--- Task ---
Look through the entries for the string "weight", and copy each line that holds it.

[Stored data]
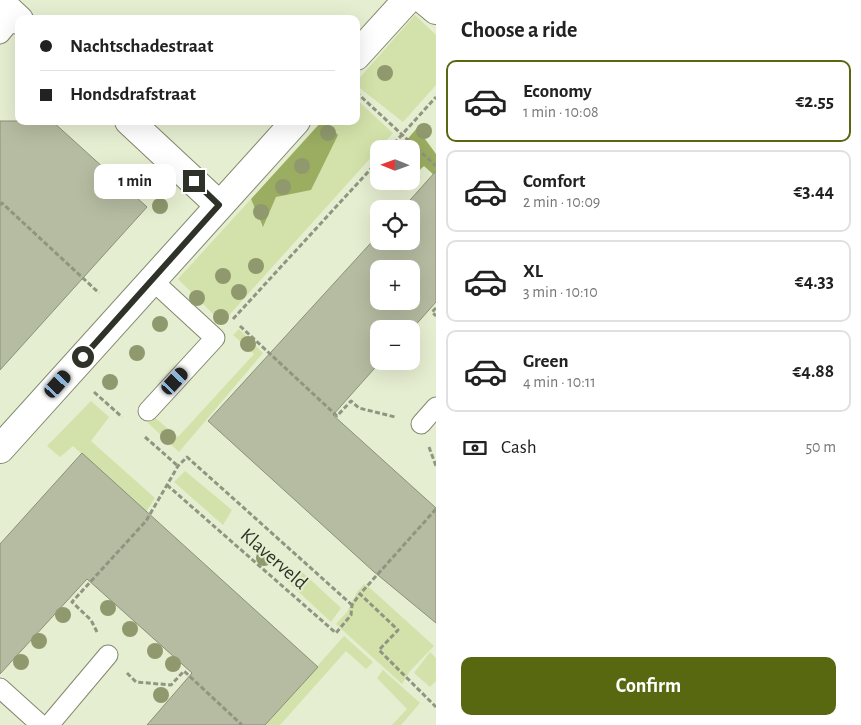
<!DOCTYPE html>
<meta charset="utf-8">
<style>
:root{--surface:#fff;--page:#f2f2f2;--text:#222;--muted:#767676;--line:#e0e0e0;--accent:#586810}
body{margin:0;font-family:"Alegreya Sans",sans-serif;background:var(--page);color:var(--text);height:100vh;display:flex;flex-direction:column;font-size:19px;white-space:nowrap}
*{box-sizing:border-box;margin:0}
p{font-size:16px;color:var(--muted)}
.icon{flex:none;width:28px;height:28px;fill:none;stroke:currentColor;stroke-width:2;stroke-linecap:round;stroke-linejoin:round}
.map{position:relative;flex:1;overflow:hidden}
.side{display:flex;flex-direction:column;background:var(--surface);width:425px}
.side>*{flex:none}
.guide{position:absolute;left:15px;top:15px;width:345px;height:110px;border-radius:10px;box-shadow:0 5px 20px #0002;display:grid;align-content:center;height:110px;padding:0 25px;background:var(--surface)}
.needle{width:32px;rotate:271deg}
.tools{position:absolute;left:370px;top:140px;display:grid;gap:10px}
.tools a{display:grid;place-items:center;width:50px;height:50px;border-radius:10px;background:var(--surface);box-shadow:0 5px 20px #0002;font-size:25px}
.end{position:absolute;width:22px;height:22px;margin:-11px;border:6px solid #2f3228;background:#fff;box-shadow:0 0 0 2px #fff}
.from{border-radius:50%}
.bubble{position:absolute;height:35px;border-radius:10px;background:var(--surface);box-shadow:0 5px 20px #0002;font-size:16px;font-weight:700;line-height:35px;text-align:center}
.car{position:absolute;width:15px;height:30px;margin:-15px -8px;border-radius:6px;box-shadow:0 0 4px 1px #0007;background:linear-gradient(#222 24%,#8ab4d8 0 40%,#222 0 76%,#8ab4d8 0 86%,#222 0)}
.guide b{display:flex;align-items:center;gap:18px;height:48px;font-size:19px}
.guide b+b{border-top:1px solid var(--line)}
.guide i{width:12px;height:12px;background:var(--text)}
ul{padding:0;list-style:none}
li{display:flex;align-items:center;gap:15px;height:82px;margin:0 10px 8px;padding:0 15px;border:2px solid var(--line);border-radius:10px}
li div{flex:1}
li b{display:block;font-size:19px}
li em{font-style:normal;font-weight:700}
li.active{border-color:var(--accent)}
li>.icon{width:45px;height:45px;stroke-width:1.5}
h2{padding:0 25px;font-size:22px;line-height:60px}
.pay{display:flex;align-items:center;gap:12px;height:55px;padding:0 25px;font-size:19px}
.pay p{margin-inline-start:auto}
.action{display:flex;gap:10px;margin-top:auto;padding:10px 25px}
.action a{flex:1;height:58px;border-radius:10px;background:var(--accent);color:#fff;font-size:20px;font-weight:700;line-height:58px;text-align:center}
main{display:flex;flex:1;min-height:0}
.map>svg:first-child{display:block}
.green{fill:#d3e2aa}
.forest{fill:#9bad61}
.building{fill:#b5bca1;stroke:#899177;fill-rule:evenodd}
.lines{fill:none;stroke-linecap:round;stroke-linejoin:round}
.service-casing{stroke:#81886f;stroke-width:21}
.minor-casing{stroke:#81886f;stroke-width:30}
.path{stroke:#909581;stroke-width:3;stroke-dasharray:5 2.5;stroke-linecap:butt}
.service{stroke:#fff;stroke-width:19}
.minor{stroke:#fff;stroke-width:28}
.tree{fill:#8f996d}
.route{stroke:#2f3228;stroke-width:6}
.labels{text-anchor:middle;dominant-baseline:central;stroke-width:4;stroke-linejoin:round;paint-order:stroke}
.street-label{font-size:20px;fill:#2f3228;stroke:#e6eed1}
</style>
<main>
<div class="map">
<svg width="436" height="725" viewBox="0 0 436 725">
<rect width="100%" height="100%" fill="#e6eed1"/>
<g class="green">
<polygon points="415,15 436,35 436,85 403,122 356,85 356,82"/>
<polygon points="356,99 393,133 222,323 178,279 251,199 262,226 276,197 338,135 326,121 356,121"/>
<polygon points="239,329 263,353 179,452 148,423 154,417 178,437 254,354 233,335"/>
<polygon points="91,401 109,417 91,441 155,498 146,512 73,446 60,457 47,446"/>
<polygon points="185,471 232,510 223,525 174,482"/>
<polygon points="299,569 341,608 331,622 287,581"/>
<polygon points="364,584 371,589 434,646 410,671 402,684 336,624 347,612 357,592"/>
<polygon points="344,636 373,662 366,669 346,651 280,725 265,725"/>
<polygon points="430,652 436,658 436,681 430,687 414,673"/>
<polygon points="383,670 420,703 401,725 392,725 407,709 377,678"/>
</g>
<g class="forest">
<polygon points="322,121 326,121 338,135 311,190 276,197 263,227 251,199"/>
<polygon points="417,128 436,154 436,177 424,166 411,178 411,149 399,149"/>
</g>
<g class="building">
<polygon points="0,121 52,121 147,207 0,370"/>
<path d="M436,171V302L412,329H379V361H381L333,415L436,508V623L373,571L208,421L379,234V241H411V209H402ZM379,269H411V301H379Z"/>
<polygon points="82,453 318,667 265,725 147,725 192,673 87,579 0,674 0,544"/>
</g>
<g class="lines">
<defs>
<g id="service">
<polyline points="0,34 15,16"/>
<polyline points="148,411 215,338 152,280"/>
<polyline points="421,424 436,407"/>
<polyline points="0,688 41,725"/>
<polyline points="49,725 108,655"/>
</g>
<g id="minor">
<polyline points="424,0 436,10"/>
<polyline points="0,2 19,20"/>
<polyline points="356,56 407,0"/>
<polyline points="129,121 219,205"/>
<polyline points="0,449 296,121"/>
</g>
</defs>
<use href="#service" class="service-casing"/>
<use href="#minor" class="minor-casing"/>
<g class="path">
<polyline points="356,92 436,166"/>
<polyline points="389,149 436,97"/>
<polyline points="0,205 2,203 99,293"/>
<polyline points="436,308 432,312 436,316"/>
<polyline points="233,319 379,160"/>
<polyline points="240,326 337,416 351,401 359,408 395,417"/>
<polyline points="94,392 122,417"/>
<polyline points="145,437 178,466"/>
<polyline points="429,447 436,466"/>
<polyline points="167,485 336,633 351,615 352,605 360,594"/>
<polyline points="436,509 360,594 398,630 379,650 436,707"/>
<polyline points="97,632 91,620 72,602 146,521 178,466 187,457 352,605"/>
<polyline points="127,673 136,682 171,685 184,671 242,725"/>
</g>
<use href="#service" class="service"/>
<use href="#minor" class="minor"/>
</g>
<g class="tree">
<circle cx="385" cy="73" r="8"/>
<circle cx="424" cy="131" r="8"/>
<circle cx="328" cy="133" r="8"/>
<circle cx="302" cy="166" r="8"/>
<circle cx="283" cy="187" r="8"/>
<circle cx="160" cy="206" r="8"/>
<circle cx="261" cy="212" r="8"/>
<circle cx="256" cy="266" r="8"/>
<circle cx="223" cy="276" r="8"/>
<circle cx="239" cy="292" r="8"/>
<circle cx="197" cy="298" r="8"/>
<circle cx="221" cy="317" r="8"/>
<circle cx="160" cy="324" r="8"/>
<circle cx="248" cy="344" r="8"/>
<circle cx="137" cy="353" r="8"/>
<circle cx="110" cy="382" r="8"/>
<circle cx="168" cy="437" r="8"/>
<circle cx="264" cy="558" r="8"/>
<circle cx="108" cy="608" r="8"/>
<circle cx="63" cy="615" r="8"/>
<circle cx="130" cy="629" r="8"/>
<circle cx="39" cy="641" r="8"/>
<circle cx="155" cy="651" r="8"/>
<circle cx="21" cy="662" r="8"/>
<circle cx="173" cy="664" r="8"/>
<circle cx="161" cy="695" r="8"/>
</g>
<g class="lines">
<polyline class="route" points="83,357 219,205 194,181"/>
</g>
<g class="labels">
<g class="street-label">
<text transform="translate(274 559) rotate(41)">Klaverveld</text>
</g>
</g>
</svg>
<div class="tools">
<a><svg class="needle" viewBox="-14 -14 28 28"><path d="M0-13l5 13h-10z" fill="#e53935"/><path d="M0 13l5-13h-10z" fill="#767676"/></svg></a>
<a><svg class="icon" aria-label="locate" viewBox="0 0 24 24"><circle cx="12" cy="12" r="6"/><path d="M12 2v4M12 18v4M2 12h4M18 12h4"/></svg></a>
<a>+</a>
<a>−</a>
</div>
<i class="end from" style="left:83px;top:357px"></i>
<i class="end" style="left:194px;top:181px"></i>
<div class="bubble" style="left:94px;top:164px;width:82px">1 min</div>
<i class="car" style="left:175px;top:381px;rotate:43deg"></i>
<i class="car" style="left:58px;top:384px;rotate:42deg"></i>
<div class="guide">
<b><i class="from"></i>Nachtschadestraat</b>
<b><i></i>Hondsdrafstraat</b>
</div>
</div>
<section class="side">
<h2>Choose a ride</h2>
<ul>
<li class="active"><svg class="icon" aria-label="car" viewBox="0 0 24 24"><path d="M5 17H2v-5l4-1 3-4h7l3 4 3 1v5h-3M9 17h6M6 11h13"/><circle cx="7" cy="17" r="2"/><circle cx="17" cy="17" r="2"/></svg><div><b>Economy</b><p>1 min · 10:08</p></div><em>€2.55</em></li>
<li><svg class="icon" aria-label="car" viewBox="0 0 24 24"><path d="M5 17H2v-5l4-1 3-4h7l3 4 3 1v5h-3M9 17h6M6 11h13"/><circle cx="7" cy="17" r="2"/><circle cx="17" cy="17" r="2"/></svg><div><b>Comfort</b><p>2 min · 10:09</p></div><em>€3.44</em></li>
<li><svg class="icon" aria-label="car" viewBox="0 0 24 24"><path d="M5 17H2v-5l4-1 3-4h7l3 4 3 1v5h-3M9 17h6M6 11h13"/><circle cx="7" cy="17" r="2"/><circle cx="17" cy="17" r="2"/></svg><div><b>XL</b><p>3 min · 10:10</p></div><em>€4.33</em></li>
<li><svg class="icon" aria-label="car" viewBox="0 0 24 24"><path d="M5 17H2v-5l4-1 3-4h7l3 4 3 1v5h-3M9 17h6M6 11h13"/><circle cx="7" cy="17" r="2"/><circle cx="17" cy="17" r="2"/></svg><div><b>Green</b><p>4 min · 10:11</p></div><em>€4.88</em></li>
</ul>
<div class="pay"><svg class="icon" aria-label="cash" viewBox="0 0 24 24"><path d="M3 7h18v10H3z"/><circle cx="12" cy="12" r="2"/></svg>Cash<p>50 m</p></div>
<div class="action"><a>Confirm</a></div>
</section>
</main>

--- Solution for this exercise ---
.bubble{position:absolute;height:35px;border-radius:10px;background:var(--surface);box-shadow:0 5px 20px #0002;font-size:16px;font-weight:700;line-height:35px;text-align:center}
li em{font-style:normal;font-weight:700}
.action a{flex:1;height:58px;border-radius:10px;background:var(--accent);color:#fff;font-size:20px;font-weight:700;line-height:58px;text-align:center}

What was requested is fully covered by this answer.